Les 4 images suivantes représentent différents stades de cette étape de rassemblement / migration du magma granitique, un stade photographié quelque part dans l'Altaï Mongol et deux stades visibles en Bretagne Sud.

Figure 8. Une migmatite, quelque part dans l'Altaï Mongol.

Une migmatite, quelque part dans l'Altaï Mongol.

Dans cette migmatite, le rassemblement du magma granitique est plus « avancé » que dans l'affleurement des Sables d'Olonne (fig. 1 à 4).

Cette roche est constitué de 3 parties :

(1) Une migmatite ressemblant à celle des Sables d'Olonne, avec des lentilles centimétriques de granite intercalées dans la foliation d'un gneiss. Les lentilles sont plus petites et plus nombreuses qu'aux Sables d'Olonne ; la part résiduelle micacée est proportionnellement moins importante. Sans doute la roche mère était-elle moins micacée qu'aux Sables d'Olonne et la fusion partielle plus importante.

(2) De gosses lentilles décimétriques à pluri-décimétriques de granite, globalement concordantes avec (et intercalées dans) la foliation, parfois légèrement sécantes avec la foliation. Ces grosses lentilles sont parfois « soulignées » par une bordure particulièrement riche en biotites non fondues. Ces grosses lentilles peuvent être dues à un début de rassemblement des petites lentilles individuelles et/ou à des zones de fusion plus poussée, par exemple dues à une circulation de fluides plus importante.

(3) Un filon granitique tardif recoupe le tout en diagonal.


Figure 9. Une migmatite, quelque part dans l'Altaï Mongol.

Une migmatite, quelque part dans l'Altaï Mongol.

Détail de la figure précédente


Figure 10. Grosses lentilles de granite au sein des migmatites du Pouligen (Loire Atlantique)

Grosses lentilles de granite au sein des migmatites du Pouligen (Loire Atlantique)

La séparation magma granitique / restite est encore plus poussée que dans les figures précédentes. Le magma granitique forme des filons et/ou de grosses lentilles intercalés dans (et concordant avec) la foliation visible dans les restites surmicacées non fondues. Filons et lentilles étant boudinés, on peut proposer que la fusion a débuté avant la fin de la déformation.


Figure 11. Filons de granite au sein des migmatites du Pouligen (Loire Atlantique)

Filons de granite au sein des migmatites du Pouligen (Loire Atlantique)

La séparation magma granitique / restite est encore plus poussée que dans les figures précédentes. La séparation granite (mobilisat) / résidu surmicacé (restite) est presque totale. Le magma granitique forme des filons intercalés dans (et concordant avec) la foliation visible dans les restites surmicacées non fondues. Cet affleurement est situé à quelques dizaines de mètres de celui de la figure précédente, montrant une hétérogénéïté géographique de la séparation magma/résidu.

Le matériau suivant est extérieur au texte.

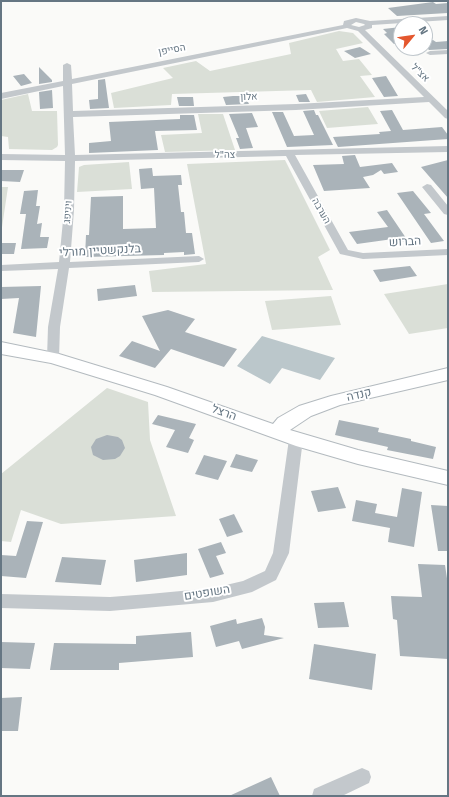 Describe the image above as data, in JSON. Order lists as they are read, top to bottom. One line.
{"streets":{"street":["הסייפן","אצ\"ל","אלון","צה\"ל","הערבה","ויניפג","הברוש","בלנקשטיין מורלי","קנדה","הרצל","השופטים"]},"crossings":[["הסייפן","ויניפג"],["אצ\"ל","אלון"],["אלון","ויניפג"],["צה\"ל","הערבה"],["צה\"ל","ויניפג"],["הערבה","הברוש"],["ויניפג","בלנקשטיין מורלי"],["ויניפג","הרצל"],["קנדה","הרצל"],["הרצל","השופטים"]],"north":"top right"}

Figure 12.  Localisation des affleurements de migmatites du Poulingen (Loire Atlantique)

Localisation des affleurements de migmatites du Poulingen (Loire Atlantique)

La flèche rouge localise les affleurements de migmatites des figures 10 et 11.


Figure 13.  Localisation des affleurements de migmatites du Poulingen (Loire Atlantique) sur carte géologique

Localisation des affleurements de migmatites du Poulingen (Loire Atlantique) sur carte géologique

La flèche bleue localise les affleurements de migmatites des figures 10 et 11.

Différents faciès de migmatites de couleur orange à rouge et notés Mx sont en contact « concordant » avec un granite vrai (au NO, en rouge, noté γA) et en contact par faille avec un autre granite figuré en violet (ζγ1-2). La base de ce granite γA sera illustrée la semaine prochaine dans un affleurement situé une douzaine de km plus à l'Est, à St Marc.


Figure 14.  Localisation des afflements de migmatites du Poulingen (Loire Atlantique) sur carte topographique IGN

Localisation des afflements de migmatites du Poulingen (Loire Atlantique) sur carte topographique IGN

La flèche rouge localise les affleurements de migmatites des figures 10 et 11.